Odd benchmark behavior

Nils M Holm · Mar 26, 2012

I ran across some odd (as far as I can tell) behavior recently, when
performing some fun benchmarks. (Yeah, but please bear with me!)

The goal was to find out how bad exactly the code generated by my
toy compiler is, so I passed the following program to GNU C (GCC),
Portable C (PCC), and my toy compiler (let's call it SCC):

-----[ p.c ] ---------------------------------------------------
#include <stdio.h>

#define MAX 20000

main() {
int i, j, p[MAX], k;

for (k=0, i=3; k<MAX; i+=2) {
for (j=0; j<k; j++)
if (i % p[j] == 0)
break;
if (j < k) continue;
p[k++] = i;
}
printf("%d\n", p[k-1]);
}
----------------------------------------------------------------

Just a sieve algorithm to calculate the 20,000'th prime number,
nothing fancy, just some tight loops. Please note that I do NOT
intend to boast the code quality of SCC here. The code emitted by
it is in fact abysmally bad. So I was quite surprised to get the
following run times of the generated programs (median of three
runs, almost no deviation):

gcc -O2 p.c: 12.39s
pcc -O p.c: 12.42s
scc p.c: 12.27s

I can explain the difference between GCC/PCC and SCC by lower
startup overhead, but shouldn't the better code quality of PCC
and GCC compensate for this over a run time of 12 seconds?

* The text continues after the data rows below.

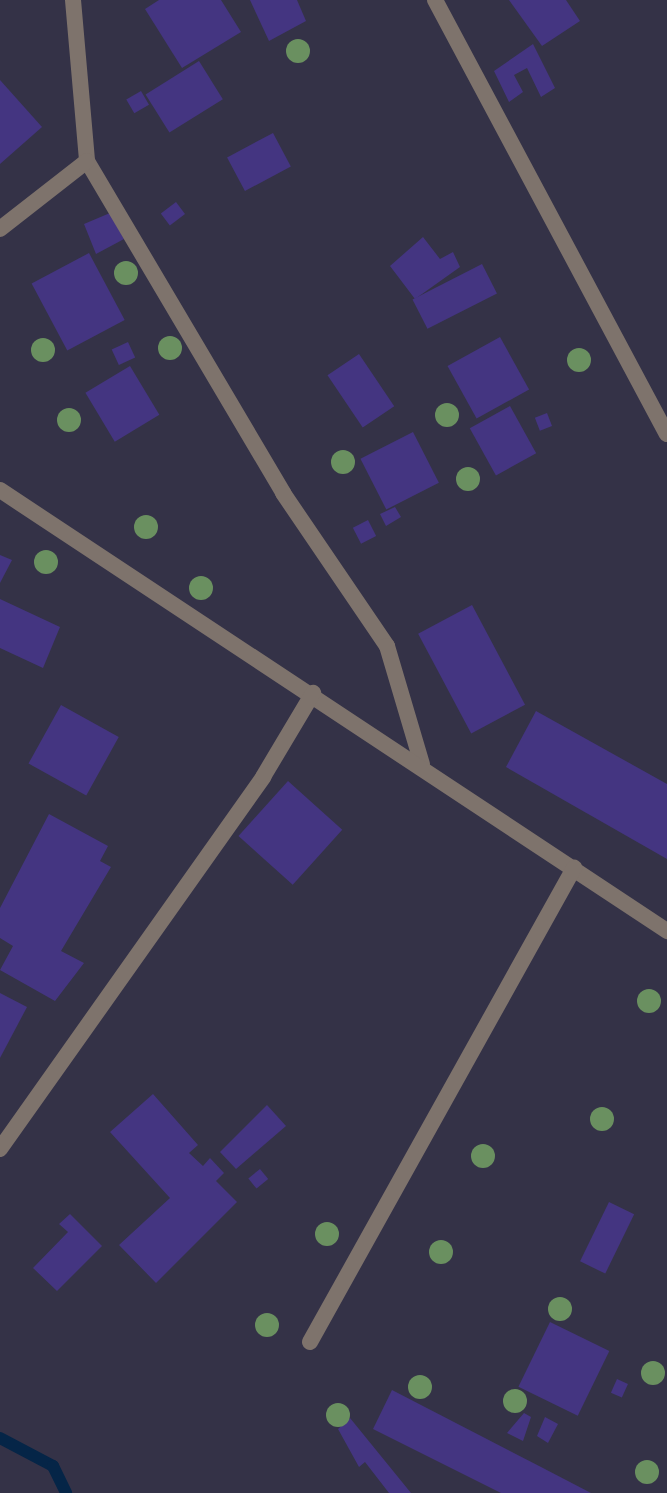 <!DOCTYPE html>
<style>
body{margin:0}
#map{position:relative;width:667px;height:1493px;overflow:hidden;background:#343247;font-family:"Alegreya Sans",sans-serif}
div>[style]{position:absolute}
.stream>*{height:12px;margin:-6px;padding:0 6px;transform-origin:6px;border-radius:6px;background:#052547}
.building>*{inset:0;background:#443581;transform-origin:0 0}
.street>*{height:16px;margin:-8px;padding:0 8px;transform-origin:8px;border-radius:8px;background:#7e736c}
.trees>*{width:24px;height:24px;margin:-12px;border-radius:50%;background:#6a9060}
span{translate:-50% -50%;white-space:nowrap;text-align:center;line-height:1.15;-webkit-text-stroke:6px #2a283d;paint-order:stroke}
</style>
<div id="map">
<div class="stream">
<i style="left:0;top:1438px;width:60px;rotate:27.8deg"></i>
<i style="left:53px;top:1466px;width:30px;rotate:64deg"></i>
</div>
<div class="building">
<i style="clip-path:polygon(159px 0,221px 0,241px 32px,182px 68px,145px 9px)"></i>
<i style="clip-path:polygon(250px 0,297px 0,306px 21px,269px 41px)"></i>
<i style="clip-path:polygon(509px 0,566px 0,580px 21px,542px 46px)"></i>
<i style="clip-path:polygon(533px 44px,555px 88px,541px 97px,527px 68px,514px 75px,523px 92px,509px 102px,494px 71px)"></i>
<i style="left:199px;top:61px;width:45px;height:63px;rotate:58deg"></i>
<i style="clip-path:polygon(0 80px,42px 127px,0 164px)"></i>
<i style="left:141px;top:91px;width:16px;height:17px;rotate:60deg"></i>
<i style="left:273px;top:133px;width:38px;height:52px;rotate:62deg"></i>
<i style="left:176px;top:202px;width:15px;height:19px;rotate:53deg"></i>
<i style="clip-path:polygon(110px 213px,124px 239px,96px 254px,84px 224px)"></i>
<i style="clip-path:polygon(423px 237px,440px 259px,453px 252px,460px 267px,415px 299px,390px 266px)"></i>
<i style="left:89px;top:253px;width:76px;height:65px;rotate:62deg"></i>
<i style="left:482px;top:264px;width:33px;height:78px;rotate:63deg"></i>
<i style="left:500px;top:337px;width:60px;height:60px;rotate:61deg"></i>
<i style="left:128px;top:342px;width:17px;height:18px;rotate:65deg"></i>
<i style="left:359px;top:354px;width:63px;height:38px;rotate:56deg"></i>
<i style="left:130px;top:366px;width:57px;height:52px;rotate:59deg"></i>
<i style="left:510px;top:406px;width:54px;height:46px;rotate:61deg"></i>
<i style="left:547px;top:413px;width:14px;height:13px;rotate:69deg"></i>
<i style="left:413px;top:432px;width:57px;height:59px;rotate:63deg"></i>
<i style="clip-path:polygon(395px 507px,401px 517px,386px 526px,380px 514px)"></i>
<i style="left:368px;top:520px;width:18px;height:17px;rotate:63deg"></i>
<i style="clip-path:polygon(0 555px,12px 560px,0 583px)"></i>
<i style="clip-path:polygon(0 599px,60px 627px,43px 668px,0 648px)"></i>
<i style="left:472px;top:605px;width:113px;height:61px;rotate:62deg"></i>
<i style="left:61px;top:705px;width:66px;height:67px;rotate:29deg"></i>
<i style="clip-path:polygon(536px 711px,667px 784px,667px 859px,506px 767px)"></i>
<i style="left:288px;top:781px;width:73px;height:74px;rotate:42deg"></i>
<i style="clip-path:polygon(49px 814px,108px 846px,100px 861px,111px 867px,61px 951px,84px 963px,55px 1001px,0 970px,13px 946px,0 938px,0 908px)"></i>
<i style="clip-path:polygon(0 993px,27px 1007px,0 1058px)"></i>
<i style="clip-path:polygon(153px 1094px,198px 1145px,189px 1153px,203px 1166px,210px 1158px,224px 1173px,216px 1181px,237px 1202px,156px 1283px,119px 1245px,170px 1198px,110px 1132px)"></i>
<i style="clip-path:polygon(267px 1105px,286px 1126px,236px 1169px,220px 1152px)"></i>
<i style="left:260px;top:1169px;width:13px;height:15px;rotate:51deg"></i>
<i style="left:609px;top:1202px;width:28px;height:66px;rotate:26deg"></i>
<i style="clip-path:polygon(70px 1214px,102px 1246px,57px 1291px,33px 1268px,68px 1232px,59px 1224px)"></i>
<i style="left:550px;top:1322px;width:66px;height:72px;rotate:26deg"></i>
<i style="left:617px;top:1379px;width:12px;height:15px;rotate:24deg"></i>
<i style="clip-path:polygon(392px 1390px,541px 1467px,591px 1493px,501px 1493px,373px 1429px)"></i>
<i style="clip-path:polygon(524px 1413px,531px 1417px,523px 1441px,507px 1433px)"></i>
<i style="clip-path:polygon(545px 1417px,558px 1424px,548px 1443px,537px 1436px)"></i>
<i style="clip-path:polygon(350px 1418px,411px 1493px,389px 1493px,365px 1462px,359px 1467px,338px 1429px)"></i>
</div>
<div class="street">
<i style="left:73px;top:0;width:162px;rotate:85deg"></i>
<i style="left:87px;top:161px;width:386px;rotate:59.4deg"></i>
<i style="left:283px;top:493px;width:185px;rotate:55.8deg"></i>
<i style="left:387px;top:646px;width:123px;rotate:73.5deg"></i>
<i style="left:435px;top:0;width:492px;rotate:61.9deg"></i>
<i style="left:0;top:229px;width:110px;rotate:-38deg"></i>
<i style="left:0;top:490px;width:800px;rotate:33.47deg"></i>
<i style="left:0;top:1149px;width:456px;rotate:-54.7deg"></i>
<i style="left:263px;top:777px;width:98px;rotate:-59.2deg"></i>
<i style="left:310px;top:1342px;width:543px;rotate:-60.88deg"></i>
</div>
<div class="trees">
<i style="left:298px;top:51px"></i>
<i style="left:126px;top:273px"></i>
<i style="left:170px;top:348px"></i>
<i style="left:43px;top:350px"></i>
<i style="left:579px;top:360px"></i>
<i style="left:447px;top:415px"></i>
<i style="left:69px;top:420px"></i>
<i style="left:343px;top:462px"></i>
<i style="left:468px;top:479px"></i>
<i style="left:146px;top:527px"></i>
<i style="left:46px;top:562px"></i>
<i style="left:201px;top:588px"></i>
<i style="left:649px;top:1001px"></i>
<i style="left:602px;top:1119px"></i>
<i style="left:483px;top:1156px"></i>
<i style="left:327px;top:1234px"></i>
<i style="left:441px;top:1252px"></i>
<i style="left:560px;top:1309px"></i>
<i style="left:267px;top:1325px"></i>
<i style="left:653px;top:1373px"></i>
<i style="left:420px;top:1387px"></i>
<i style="left:515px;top:1401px"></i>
<i style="left:338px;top:1415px"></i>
<i style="left:647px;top:1472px"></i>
</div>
</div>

I am rather puzzled now. Any ideas?

The output of my toy compiler compiler is attached below. You can
download the complete compiler source code here in case you want
to do some own experiments.

http://www.t3x.org/subc/

Any explanations or additional data (run times) would be greatly
appreciated.

-----[ compiler output (SubC) ]---------------------------------
.text
.globl Cmain
Cmain: pushl %ebp # main() {
movl %esp,%ebp
addl $-80012,%esp # int i, j, p[MAX], k;
movl $0,%eax # for (k=0, i=3;
movl %eax,-80012(%ebp)
movl $3,%eax
movl %eax,-4(%ebp)
L2: movl -80012(%ebp),%eax # k<MAX;
pushl %eax
movl $20000,%eax
xorl %edx,%edx
popl %ecx
cmpl %eax,%ecx
jge L6
incl %edx
L6: movl %edx,%eax
orl %eax,%eax
jnz L7
jmp L4
L7: jmp L3
L5: movl $2,%eax # i+=2) {
pushl %eax
movl -4(%ebp),%eax
popl %ecx
addl %ecx,%eax
movl %eax,-4(%ebp)
jmp L2
L3: movl $0,%eax # for (j=0;
movl %eax,-8(%ebp)
L8: movl -8(%ebp),%eax # j<k;
pushl %eax
movl -80012(%ebp),%eax
xorl %edx,%edx
popl %ecx
cmpl %eax,%ecx
jge L12
incl %edx
L12: movl %edx,%eax
orl %eax,%eax
jnz L13
jmp L10
L13: jmp L9
L11: movl -8(%ebp),%eax # j++) {
incl -8(%ebp)
jmp L8
L9: movl -4(%ebp),%eax # if (i % p[j] == 0)
pushl %eax
leal -80008(%ebp),%eax
pushl %eax
movl -8(%ebp),%eax
shll $2,%eax
popl %ecx
addl %ecx,%eax
movl (%eax),%eax
popl %ecx
xchgl %eax,%ecx
cdq
idivl %ecx
movl %edx,%eax
pushl %eax
movl $0,%eax
xorl %edx,%edx
popl %ecx
cmpl %eax,%ecx
jne L14
incl %edx
L14: movl %edx,%eax
orl %eax,%eax
jnz L16
jmp L15
L16: jmp L10 # break;
L15: jmp L11
L10: movl -8(%ebp),%eax # if (j < k)
pushl %eax
movl -80012(%ebp),%eax
xorl %edx,%edx
popl %ecx
cmpl %eax,%ecx
jge L17
incl %edx
L17: movl %edx,%eax
orl %eax,%eax
jnz L19
jmp L18
L19: jmp L5 # continue;
L18: leal -80008(%ebp),%eax # p[k++] = i;
pushl %eax
movl -80012(%ebp),%eax
incl -80012(%ebp)
shll $2,%eax
popl %ecx
addl %ecx,%eax
pushl %eax
movl -4(%ebp),%eax
popl %edx
movl %eax,(%edx)
jmp L5 # }
L4: .data
L20: .byte 37
.byte 'd'
.byte 10
.byte 0
.text # printf("%d\n", p[k-1]);
movl $L20,%eax
pushl %eax
leal -80008(%ebp),%eax
pushl %eax
movl -80012(%ebp),%eax
pushl %eax
movl $1,%eax
popl %ecx
xchgl %eax,%ecx
subl %ecx,%eax
shll $2,%eax
popl %ecx
addl %ecx,%eax
movl (%eax),%eax
pushl %eax
pushl $2
call Cprintf
addl $12,%esp
L1: addl $80012,%esp # }
popl %ebp
ret

BartC · Mar 26, 2012

The goal was to find out how bad exactly the code generated by my
toy compiler is, so I passed the following program to GNU C (GCC),
Portable C (PCC), and my toy compiler (let's call it SCC):

#include <stdio.h>

#define MAX 20000

main() {
int i, j, p[MAX], k;

for (k=0, i=3; k<MAX; i+=2) {
for (j=0; j<k; j++)
if (i % p[j] == 0)
break;
if (j < k) continue;
p[k++] = i;
}
printf("%d\n", p[k-1]);
}

gcc -O2 p.c: 12.39s
pcc -O p.c: 12.42s
scc p.c: 12.27s

I can explain the difference between GCC/PCC and SCC by lower
startup overhead, but shouldn't the better code quality of PCC
and GCC compensate for this over a run time of 12 seconds?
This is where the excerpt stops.